• Extracted data:
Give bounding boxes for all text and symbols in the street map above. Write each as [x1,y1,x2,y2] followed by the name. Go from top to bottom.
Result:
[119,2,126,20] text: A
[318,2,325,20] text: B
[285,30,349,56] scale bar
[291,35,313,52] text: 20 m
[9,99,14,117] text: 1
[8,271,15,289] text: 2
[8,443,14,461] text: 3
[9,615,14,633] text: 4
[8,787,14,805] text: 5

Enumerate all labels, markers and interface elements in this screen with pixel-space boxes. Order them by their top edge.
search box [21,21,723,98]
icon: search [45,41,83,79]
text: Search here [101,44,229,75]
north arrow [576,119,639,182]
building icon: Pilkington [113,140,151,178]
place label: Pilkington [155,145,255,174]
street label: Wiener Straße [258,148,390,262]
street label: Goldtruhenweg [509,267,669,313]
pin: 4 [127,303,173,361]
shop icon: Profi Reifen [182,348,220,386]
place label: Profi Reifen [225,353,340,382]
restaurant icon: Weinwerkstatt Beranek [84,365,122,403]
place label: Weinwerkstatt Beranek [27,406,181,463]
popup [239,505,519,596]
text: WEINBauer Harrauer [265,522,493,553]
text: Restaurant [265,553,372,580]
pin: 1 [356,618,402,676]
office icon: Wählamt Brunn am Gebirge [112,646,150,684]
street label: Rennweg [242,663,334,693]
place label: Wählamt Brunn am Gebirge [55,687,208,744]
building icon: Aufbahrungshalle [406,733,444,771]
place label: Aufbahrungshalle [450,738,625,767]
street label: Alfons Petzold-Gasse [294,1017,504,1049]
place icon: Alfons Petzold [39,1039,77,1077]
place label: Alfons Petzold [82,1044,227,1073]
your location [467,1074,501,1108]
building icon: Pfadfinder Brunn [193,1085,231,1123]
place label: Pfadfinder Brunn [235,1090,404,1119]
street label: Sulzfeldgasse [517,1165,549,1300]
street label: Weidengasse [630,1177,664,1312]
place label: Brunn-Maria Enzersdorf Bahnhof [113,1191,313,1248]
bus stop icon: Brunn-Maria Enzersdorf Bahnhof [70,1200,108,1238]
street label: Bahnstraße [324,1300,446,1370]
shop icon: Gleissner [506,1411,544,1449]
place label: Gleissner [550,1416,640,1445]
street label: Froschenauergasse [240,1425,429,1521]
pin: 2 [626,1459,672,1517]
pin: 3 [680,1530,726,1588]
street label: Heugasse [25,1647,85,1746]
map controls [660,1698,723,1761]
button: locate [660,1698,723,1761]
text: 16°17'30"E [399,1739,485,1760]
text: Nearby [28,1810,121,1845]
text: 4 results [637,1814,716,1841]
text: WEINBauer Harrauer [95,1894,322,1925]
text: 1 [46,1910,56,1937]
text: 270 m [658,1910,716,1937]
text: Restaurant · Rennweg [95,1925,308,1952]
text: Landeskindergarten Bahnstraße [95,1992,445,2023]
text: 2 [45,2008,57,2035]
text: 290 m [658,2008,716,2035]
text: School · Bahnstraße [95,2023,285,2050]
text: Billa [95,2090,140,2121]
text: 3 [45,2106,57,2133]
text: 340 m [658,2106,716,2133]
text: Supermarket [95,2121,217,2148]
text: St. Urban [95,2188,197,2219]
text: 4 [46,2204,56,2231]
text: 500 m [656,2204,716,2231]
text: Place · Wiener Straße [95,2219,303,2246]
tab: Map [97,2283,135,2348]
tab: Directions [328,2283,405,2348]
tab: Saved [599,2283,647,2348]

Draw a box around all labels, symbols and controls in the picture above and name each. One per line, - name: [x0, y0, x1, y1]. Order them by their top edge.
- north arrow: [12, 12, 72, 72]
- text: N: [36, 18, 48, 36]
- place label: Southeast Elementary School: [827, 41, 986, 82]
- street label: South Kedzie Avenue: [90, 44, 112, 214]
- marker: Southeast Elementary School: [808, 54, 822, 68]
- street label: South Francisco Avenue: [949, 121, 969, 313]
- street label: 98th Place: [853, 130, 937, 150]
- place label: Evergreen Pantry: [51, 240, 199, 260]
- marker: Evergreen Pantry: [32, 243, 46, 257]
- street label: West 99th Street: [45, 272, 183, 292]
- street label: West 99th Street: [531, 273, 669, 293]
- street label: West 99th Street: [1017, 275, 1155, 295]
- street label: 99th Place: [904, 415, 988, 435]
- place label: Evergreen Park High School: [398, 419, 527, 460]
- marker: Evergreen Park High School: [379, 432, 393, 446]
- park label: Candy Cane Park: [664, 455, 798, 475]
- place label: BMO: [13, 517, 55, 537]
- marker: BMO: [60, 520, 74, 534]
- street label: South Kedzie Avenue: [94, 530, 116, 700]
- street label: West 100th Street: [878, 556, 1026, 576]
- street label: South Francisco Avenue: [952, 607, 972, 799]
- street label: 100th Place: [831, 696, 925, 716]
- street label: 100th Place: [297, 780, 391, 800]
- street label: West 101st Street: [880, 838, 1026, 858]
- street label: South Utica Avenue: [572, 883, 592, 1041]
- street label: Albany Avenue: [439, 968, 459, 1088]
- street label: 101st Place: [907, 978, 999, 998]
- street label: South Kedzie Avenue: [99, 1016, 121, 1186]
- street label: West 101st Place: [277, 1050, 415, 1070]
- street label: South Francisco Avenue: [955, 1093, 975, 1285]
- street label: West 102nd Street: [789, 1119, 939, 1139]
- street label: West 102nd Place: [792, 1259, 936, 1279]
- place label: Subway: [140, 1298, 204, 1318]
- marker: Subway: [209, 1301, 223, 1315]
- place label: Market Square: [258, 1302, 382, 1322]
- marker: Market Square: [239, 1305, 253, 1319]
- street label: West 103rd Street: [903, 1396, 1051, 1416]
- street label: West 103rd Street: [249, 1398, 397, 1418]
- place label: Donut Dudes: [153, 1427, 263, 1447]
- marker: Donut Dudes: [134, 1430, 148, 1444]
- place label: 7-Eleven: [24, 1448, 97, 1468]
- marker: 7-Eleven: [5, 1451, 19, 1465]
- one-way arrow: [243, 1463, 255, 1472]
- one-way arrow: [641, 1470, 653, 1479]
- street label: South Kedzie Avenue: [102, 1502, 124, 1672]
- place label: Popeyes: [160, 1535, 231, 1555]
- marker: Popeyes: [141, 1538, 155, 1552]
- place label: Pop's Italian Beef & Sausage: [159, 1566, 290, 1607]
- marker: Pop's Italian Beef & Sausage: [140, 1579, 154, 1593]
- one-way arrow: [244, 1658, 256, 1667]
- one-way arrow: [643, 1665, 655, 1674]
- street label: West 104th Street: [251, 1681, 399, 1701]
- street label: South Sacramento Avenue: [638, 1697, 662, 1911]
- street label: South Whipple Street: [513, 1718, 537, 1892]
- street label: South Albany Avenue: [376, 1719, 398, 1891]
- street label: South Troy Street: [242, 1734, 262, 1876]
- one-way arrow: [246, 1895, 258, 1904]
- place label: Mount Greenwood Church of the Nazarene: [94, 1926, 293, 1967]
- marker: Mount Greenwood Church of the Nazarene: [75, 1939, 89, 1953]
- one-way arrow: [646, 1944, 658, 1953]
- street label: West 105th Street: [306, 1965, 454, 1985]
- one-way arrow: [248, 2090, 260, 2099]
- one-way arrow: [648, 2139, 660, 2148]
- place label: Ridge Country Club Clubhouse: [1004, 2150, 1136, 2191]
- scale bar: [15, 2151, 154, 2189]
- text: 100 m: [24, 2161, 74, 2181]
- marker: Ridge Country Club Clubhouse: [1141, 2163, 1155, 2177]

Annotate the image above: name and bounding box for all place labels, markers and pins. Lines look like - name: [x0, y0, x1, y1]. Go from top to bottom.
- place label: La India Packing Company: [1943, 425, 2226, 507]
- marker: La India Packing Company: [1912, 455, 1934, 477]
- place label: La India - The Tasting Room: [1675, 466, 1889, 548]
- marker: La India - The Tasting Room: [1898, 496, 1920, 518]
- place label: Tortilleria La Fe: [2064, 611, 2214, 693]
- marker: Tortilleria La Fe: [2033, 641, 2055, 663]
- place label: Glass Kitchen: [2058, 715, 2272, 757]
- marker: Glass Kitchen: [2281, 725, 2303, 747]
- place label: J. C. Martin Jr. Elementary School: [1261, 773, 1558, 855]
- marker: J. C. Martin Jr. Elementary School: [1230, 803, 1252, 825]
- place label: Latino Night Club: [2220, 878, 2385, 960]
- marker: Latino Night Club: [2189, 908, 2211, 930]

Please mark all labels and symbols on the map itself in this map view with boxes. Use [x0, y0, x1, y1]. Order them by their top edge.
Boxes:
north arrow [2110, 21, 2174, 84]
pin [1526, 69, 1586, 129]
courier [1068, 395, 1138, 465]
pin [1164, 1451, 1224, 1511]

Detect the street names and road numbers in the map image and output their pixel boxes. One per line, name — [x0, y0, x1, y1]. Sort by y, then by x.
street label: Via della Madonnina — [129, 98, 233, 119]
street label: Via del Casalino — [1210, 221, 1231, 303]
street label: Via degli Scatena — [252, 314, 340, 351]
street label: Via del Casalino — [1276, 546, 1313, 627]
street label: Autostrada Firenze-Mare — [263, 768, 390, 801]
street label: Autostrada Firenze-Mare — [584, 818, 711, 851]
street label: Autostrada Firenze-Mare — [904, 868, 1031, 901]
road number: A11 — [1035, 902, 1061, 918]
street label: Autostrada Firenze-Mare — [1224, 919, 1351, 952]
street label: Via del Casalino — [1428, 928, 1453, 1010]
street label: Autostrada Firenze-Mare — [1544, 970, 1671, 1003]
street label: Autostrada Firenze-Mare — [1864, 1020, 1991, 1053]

• Task requirements:
Copy every line that contains "Eleven" from the listing above.

• Exercise response:
- place label: 7-Eleven: [24, 1448, 97, 1468]
- marker: 7-Eleven: [5, 1451, 19, 1465]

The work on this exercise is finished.